Theorie

Besteht der Wunsch ein SmartHome Netzwerk aufzubauen, so gibt es prinzipiell mehrere Lösungsansätze. 

  • Zum einen gibt es die Möglichkeit, die Steuerung und Verwaltung von einem zentralenKonten (Server/Steuereinheit) durchführen zu lassen.
  • Zum anderen gibt es aber auch die Möglichkeit mehrere kleinere Konten (Nodes) für jeweils wenige dedizierte Steueraufgaben zu nutzen.
  • Mischbetrieb
Im folgenden möchte ich zum "Mischbetrieb" einige Gedanken vermitteln.
Die Vorteile des Mischbetriebs sind meiner Meinung nach folgende:
  • einfache Wartbarkeit der einzelnen Nodes
  • einfache Erweiterbarkeit unter Beibehaltung der bestehenden Funktionalitäten.
  • komplexe Steuerungsaufgaben werden zentral gelöst
  • lokale Aufgaben können durch die einzelne Einhait selbständig verwaltet werden (Ausfallsicherheit)

Praxis

Da ich mich seit langen mit Heimautomatisiserung beschäftige läuft auch schon seit ca. 2002 eine C-Control von Conrad als Steuereinheit in meinem Haus. Der Wunsch war nun weitere Steueraufgaben zu implementieren ohne die bestehenden Funktionen jedesmal erneut zu testen bzw. irgendwie in mitleidenschaft zu ziehen.
Außerdem sollte die Haussteuerung an die neuen gegebenheiten (Internet, APP, Mailservice, etc.) angepasst werden. Dies habe ich (zumindest teilweis, die komplette Umstellung ist in Arbeit) mit dem dezentralen Konzept verwirklicht. Dazu wurden und werden verschiedene Nodes mit dem Arduino und dem Ethernet bzw WLAN Shield aufgebaut. Um jedoch einen wartbaren Code zu erhalten, ist ein Anwendungsgrundgerüst entstanden, welches als Template für alle Nodes zum Einsatz kommt.
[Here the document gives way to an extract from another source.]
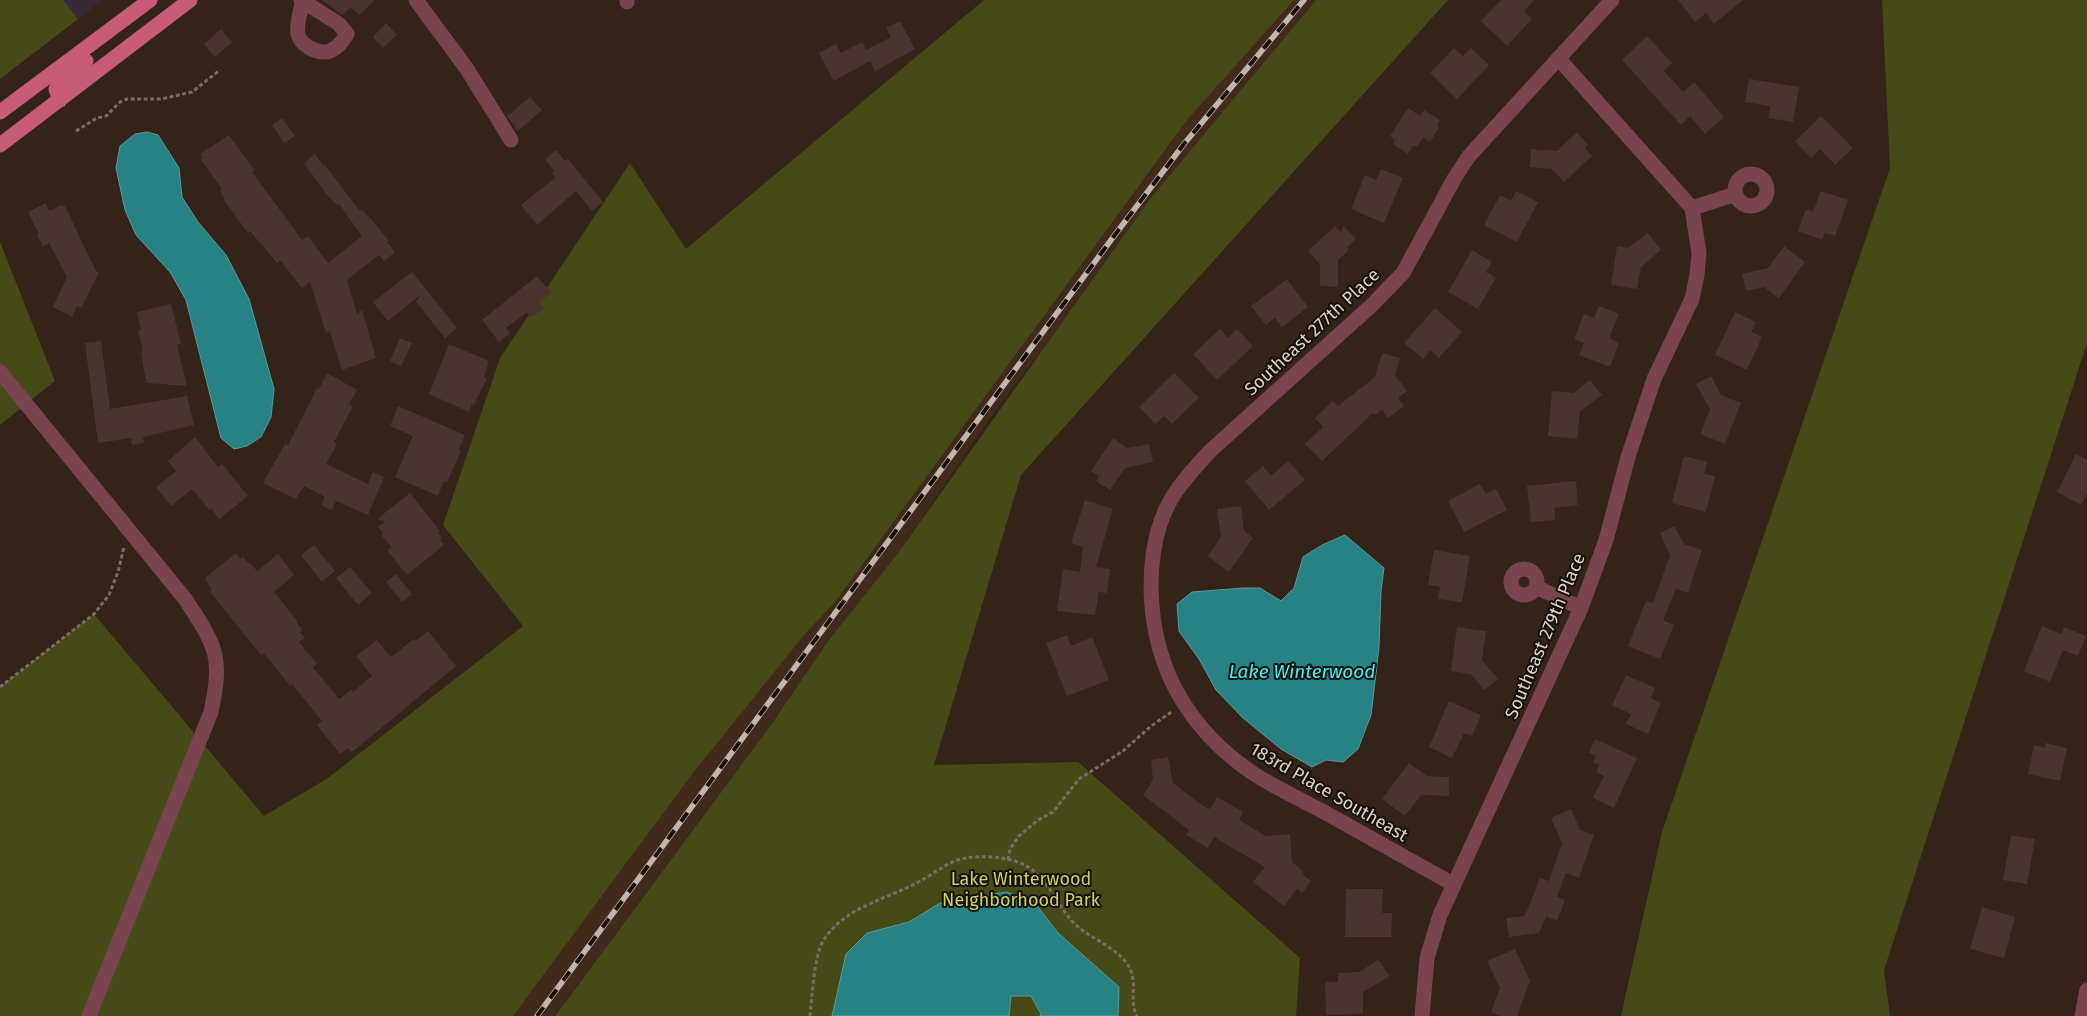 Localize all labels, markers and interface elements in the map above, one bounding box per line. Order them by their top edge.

Jede Node ist dabei in der Lage ihre jeweilige Aufgabe autonom zu erfüllen, kann aber mittels UDP mit allen anderen Nodes kommunizieren. Dabei erfolgt der Datenaustausch kontinuierlich, also ohne das vorher ein bestimmter Request erforderich wäre. Jede Node stellt ihre Messwerte (Steuerparameter) allen anderen Nodes zur Verfügung. Konfigurativ wird eingestellt für welche Messwerte sich die einzelnen Nodes interessieren. Da jede Node den gesamten Datenstrom mitliest (UDP-Broadcast), kann sie die interessanten Messwerte herausfiltern und ihrerseits verarbeiten.
 
Seit einiger Zeit gibt es auch Protokolle am Markt, welche diese Aufgaben autonom (out of the box) erfüllen ...MTTQ, etc.
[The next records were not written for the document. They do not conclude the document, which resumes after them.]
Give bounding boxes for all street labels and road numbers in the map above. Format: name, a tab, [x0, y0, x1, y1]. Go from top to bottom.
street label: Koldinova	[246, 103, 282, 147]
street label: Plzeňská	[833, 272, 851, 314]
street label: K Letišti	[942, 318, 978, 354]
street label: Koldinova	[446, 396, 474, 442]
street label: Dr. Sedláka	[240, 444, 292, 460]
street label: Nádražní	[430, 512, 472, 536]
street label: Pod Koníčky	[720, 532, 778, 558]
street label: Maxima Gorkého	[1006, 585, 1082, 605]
Implementierung einer Node

Eine Node besteht prinzipiell aus einem Arduino [UNO] mit Ethernet bzw WLAN Shield (wenn möglich sollte auf WLAN verzichtet werden, da zu fehleranfällig). Ausserdem wird durch eine 2 Farb LED (rot/grün) der Zustand der Node angezeigt. (Initialisierung, RUN, STOP, OFF, Aktivität, Offline). Aus Sicherheitsgründen startet sich die Node nach 24h neu (dauert ca. 6sec). Dabei passiert dieses Reset als Hardwarereset über PIN3, so dass auch die angeschlossenen Kopmponenten (Shields) ein Reset ausführen. Der interne Watchdog Timer des Arduino wurde ebenfalls auf 8 Sekunden eingestellt und aktiviert.
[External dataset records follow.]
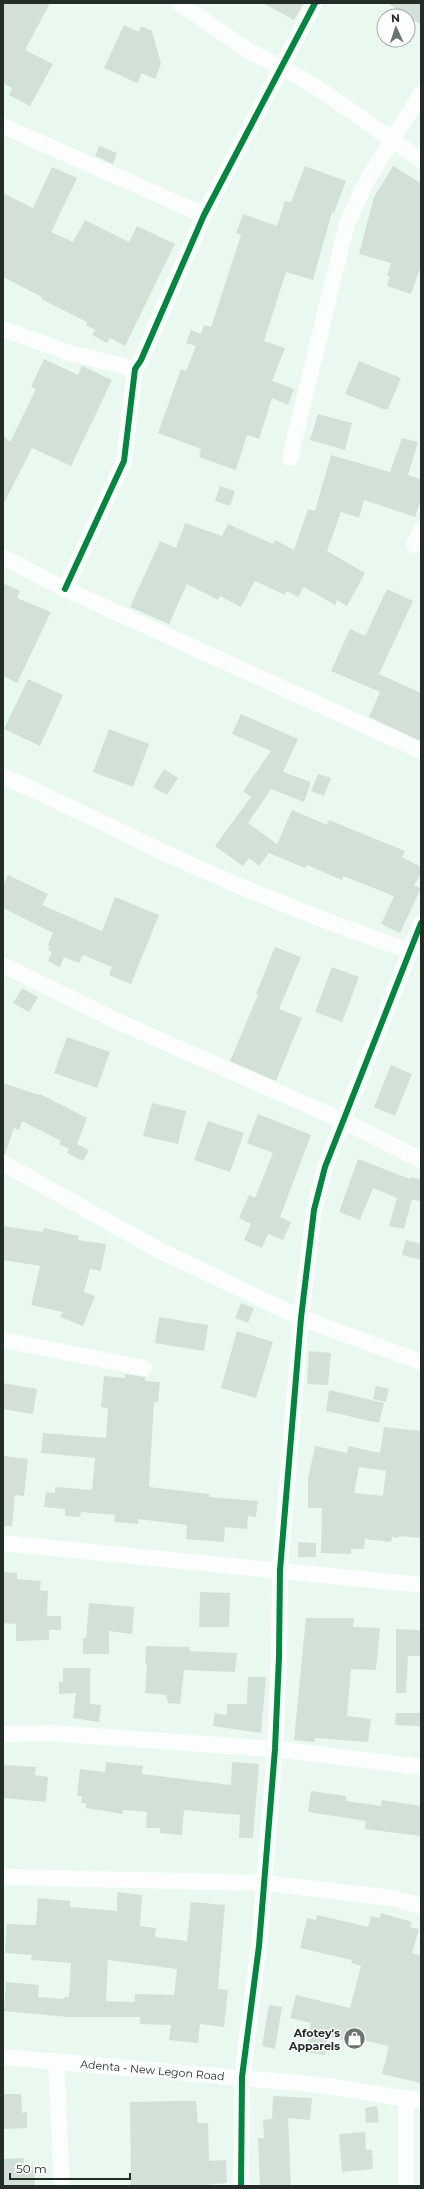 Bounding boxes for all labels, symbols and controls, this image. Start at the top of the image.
north arrow [376,8,416,48]
text: N [391,11,400,25]
place label: Afotey's Apparels [288,2026,340,2053]
shop icon: Afotey's Apparels [342,2026,368,2052]
street label: Adenta - New Legon Road [80,2057,225,2083]
scale bar [10,2155,130,2181]
text: 50 m [16,2161,47,2176] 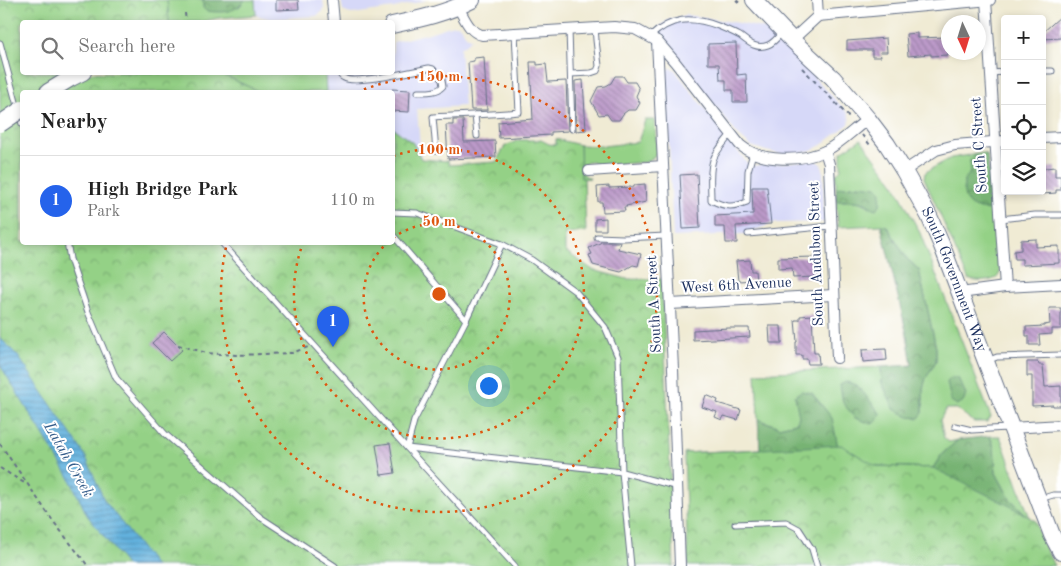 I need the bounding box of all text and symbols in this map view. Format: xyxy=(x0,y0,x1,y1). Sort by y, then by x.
north arrow xyxy=(941,15,986,60)
map controls xyxy=(1001,15,1046,195)
button: + xyxy=(1001,15,1046,60)
search box xyxy=(20,20,395,75)
icon: search xyxy=(38,34,66,62)
text: Search here xyxy=(78,38,175,57)
button: − xyxy=(1001,60,1046,105)
text: 150 m xyxy=(418,70,460,85)
street label: South C Street xyxy=(969,96,991,194)
button: locate xyxy=(1001,105,1046,150)
text: Nearby xyxy=(40,112,108,133)
text: 100 m xyxy=(418,143,460,158)
button: layers xyxy=(1001,150,1046,195)
text: High Bridge Park xyxy=(87,181,238,200)
street label: South Audubon Street xyxy=(807,181,827,327)
text: 1 xyxy=(51,193,61,209)
text: 110 m xyxy=(330,193,375,209)
text: Park xyxy=(87,204,120,220)
street label: South Government Way xyxy=(918,204,989,354)
text: 50 m xyxy=(422,215,456,230)
street label: South A Street xyxy=(645,255,665,353)
street label: West 6th Avenue xyxy=(680,276,792,296)
centre of rings xyxy=(430,285,448,303)
pin: 1 xyxy=(317,306,349,347)
your location xyxy=(476,373,502,399)
water label: Latah Creek xyxy=(39,419,96,501)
Jede Node verfügt außerdem über einen Telnet Zugriff und einen eingebauten mini WEB Server. Über diese Zugänge können Kommandos abgesetz, Werte eingesehen und ggf. auch Parameter neu gesetzt werden. Zu beachten ist an dieser Stelle das keinerlei Zugangskontrollen oder Authentifikationen stattfinden. Das Node Netzwerk sollte deshalb ausreichend von Aussen abgeschirmt werden (hinter Router/Firewall oä.). Es können maximal 30 Werte/Parameter pro Node verwaltet werden.